Ilan Stavans, A native from Mexico and author of The Hispanic Condition, On Borrowed Words, Love and Language, and other books will be in conversation with Barbara Kingsolver about her most recent book, The Lacuna, a gripping story of identity, connection with our past, and the power of words to create or devastate. Barbara Kingsolver illuminates an era when bold internationalism gave way to a postwar landscape narrowly defined as Americanism. The Lacuna crosses two decades, from the vibrant revolutionary murals of Mexico City to the halls of a Congress bent on eradicating the color Red.
About Barbara Kingsolver
Barbara Kingsolver is the author of seven works of fiction, including the novels The Poisonwood Bible, Animal Dreams, and The Bean Trees, as well as books of poetry, essays, and creative nonfiction.

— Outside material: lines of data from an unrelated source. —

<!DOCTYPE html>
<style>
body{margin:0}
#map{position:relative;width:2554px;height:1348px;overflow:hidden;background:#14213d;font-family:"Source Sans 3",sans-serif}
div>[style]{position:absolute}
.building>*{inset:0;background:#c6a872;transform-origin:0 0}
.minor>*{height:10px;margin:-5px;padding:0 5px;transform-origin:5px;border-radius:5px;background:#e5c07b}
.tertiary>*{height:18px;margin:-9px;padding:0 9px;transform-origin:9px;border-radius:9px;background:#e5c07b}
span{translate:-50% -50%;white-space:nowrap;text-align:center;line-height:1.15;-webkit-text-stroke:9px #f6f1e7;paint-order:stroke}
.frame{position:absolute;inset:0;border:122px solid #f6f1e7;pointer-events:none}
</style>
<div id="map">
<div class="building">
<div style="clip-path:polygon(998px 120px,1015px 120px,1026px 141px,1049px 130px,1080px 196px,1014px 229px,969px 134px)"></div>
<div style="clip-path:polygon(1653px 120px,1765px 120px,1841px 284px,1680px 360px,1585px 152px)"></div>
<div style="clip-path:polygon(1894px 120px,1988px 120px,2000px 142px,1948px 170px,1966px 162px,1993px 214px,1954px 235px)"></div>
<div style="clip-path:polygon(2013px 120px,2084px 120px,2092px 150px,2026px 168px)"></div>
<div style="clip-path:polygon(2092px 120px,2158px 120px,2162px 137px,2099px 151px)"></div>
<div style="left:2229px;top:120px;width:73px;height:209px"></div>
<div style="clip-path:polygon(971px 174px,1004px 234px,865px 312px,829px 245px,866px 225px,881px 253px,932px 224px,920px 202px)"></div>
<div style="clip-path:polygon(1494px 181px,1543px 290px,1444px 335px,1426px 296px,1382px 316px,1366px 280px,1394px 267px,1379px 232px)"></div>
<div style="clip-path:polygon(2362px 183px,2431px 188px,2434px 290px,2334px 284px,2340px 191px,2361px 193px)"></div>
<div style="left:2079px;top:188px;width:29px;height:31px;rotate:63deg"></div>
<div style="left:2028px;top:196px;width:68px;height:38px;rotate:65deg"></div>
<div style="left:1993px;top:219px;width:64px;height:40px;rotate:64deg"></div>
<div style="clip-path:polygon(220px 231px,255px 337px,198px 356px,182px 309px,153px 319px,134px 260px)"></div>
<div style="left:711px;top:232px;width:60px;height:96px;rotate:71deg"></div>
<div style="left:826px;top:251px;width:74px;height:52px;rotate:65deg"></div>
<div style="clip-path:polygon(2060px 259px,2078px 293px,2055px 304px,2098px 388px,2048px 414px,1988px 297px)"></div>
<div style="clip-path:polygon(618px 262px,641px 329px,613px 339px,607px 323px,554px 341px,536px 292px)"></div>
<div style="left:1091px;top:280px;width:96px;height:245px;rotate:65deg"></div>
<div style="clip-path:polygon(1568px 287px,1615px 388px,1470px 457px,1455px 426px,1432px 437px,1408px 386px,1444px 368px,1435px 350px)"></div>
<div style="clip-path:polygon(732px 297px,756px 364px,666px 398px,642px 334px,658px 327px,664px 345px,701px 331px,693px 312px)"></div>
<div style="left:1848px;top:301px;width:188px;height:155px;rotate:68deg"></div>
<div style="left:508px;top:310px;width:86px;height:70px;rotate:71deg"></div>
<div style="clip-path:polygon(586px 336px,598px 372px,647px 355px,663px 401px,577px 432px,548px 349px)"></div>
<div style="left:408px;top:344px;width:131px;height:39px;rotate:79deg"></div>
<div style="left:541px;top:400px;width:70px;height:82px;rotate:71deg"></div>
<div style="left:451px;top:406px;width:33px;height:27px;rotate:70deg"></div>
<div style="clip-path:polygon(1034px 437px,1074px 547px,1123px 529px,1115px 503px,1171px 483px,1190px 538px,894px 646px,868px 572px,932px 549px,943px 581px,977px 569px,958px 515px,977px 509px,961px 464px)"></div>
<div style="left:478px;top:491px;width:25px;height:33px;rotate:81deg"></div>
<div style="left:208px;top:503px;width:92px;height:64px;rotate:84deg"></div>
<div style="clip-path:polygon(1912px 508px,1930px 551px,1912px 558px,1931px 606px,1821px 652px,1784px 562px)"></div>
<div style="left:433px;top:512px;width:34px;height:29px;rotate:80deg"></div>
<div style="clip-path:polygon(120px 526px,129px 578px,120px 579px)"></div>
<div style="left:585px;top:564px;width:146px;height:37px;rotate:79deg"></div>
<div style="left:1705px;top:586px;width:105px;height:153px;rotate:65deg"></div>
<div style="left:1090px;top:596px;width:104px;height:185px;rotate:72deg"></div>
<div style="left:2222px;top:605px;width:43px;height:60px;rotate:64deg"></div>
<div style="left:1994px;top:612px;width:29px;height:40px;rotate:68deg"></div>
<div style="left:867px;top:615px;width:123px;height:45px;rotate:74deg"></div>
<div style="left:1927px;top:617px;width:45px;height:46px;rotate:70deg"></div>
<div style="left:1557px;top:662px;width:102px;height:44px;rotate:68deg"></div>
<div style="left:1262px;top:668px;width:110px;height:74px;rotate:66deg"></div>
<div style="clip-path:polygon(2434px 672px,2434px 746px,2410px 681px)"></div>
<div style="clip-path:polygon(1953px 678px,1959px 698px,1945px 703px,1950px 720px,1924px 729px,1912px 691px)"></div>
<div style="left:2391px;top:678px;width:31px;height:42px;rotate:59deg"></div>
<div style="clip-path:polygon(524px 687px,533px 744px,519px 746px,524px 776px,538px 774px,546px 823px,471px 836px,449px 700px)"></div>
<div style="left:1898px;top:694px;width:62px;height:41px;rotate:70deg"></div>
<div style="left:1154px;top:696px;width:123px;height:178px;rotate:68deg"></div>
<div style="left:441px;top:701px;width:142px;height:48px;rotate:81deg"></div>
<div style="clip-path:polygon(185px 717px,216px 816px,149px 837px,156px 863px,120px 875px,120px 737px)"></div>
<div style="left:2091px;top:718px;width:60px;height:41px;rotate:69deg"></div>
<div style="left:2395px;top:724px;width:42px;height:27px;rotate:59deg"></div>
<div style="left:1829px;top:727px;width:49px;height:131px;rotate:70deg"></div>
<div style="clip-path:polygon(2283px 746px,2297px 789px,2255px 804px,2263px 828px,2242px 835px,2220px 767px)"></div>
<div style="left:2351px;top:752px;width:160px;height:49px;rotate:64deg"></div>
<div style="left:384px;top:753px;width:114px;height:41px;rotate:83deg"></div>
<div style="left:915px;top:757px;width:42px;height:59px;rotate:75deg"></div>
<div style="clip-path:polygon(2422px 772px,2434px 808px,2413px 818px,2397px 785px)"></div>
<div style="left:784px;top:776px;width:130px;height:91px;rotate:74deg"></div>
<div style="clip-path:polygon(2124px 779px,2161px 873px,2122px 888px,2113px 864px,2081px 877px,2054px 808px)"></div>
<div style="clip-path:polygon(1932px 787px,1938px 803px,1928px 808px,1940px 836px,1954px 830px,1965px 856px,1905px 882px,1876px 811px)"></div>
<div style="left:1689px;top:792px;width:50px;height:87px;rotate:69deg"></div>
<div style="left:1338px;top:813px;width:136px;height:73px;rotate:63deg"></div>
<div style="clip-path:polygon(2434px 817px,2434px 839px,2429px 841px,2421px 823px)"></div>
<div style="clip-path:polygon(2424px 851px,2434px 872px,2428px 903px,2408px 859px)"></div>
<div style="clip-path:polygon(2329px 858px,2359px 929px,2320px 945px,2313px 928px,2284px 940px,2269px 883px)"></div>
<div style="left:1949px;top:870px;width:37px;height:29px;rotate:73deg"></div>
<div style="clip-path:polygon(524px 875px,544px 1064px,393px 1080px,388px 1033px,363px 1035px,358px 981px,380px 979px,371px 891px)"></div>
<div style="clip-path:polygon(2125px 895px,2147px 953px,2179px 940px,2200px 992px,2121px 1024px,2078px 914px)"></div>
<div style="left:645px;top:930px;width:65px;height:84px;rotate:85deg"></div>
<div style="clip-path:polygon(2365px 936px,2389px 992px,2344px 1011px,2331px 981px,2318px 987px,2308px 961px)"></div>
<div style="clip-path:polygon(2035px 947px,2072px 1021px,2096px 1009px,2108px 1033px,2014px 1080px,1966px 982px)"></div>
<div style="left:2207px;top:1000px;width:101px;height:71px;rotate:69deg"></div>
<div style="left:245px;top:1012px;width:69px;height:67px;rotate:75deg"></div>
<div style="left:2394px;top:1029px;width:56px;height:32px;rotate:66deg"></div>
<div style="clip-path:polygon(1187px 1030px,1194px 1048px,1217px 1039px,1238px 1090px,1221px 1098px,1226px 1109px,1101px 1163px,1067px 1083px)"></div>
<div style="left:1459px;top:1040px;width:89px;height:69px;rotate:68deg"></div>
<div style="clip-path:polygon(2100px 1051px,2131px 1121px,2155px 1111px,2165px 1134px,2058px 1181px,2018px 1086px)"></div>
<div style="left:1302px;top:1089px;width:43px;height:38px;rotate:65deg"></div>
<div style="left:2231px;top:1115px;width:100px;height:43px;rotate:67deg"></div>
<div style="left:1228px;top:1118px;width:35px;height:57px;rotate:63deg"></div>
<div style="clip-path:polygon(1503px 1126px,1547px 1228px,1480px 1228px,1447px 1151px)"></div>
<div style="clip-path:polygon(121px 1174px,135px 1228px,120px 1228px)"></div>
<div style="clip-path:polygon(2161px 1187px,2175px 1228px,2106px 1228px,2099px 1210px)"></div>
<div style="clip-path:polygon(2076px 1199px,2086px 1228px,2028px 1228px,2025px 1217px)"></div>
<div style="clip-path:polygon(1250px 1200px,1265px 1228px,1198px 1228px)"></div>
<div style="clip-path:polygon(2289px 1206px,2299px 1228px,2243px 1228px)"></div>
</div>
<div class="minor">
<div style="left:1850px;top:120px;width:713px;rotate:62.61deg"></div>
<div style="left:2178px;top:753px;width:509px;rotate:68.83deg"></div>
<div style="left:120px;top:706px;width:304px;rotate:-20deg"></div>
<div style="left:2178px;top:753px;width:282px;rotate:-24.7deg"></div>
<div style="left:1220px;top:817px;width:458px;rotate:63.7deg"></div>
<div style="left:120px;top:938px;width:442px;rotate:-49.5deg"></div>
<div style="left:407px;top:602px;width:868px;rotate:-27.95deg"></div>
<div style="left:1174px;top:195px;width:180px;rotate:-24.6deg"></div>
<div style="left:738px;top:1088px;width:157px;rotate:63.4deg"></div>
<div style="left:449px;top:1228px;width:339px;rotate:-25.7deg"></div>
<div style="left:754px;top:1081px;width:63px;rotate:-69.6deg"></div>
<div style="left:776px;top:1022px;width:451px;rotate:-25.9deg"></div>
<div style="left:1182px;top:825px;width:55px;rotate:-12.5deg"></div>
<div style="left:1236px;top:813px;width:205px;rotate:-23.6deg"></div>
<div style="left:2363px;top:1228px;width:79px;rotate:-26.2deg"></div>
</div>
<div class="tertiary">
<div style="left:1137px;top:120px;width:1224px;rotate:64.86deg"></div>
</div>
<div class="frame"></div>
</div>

Her most recent book, Animal, Vegetable, Miracle: A Year of Food Life, has been enormously influential and a major bestseller. Kingsolver's work has been translated into more than twenty languages and has earned literary awards and a devoted readership at home and abroad. In 2000, she was awarded the National Humanities Medal, our country's highest honor for service through the arts. She lives with her family on a farm in southern Appalachia.
About Ilan Stavans
A native from Mexico, Ilan Stavans received his Doctorate in Latin American Literature from Columbia University. Stavans books include The Hispanic Condition, On Borrowed Words, Spanglish, Love and Language, and Gabriel García Márquez: The Early Years. He is the editor of The Oxford Book of Jewish Stories, The Poetry of Pablo Neruda, the 3-volume set of Isaac Bashevis Singer: Collected Stories, Becoming Americans: Four Centuries of Immigrant Writing, and The Norton Anthology of Latino Literature. Ilan Stavans is Lewis-Sebring Professor in Latin American and Latino Culture at Amherst College.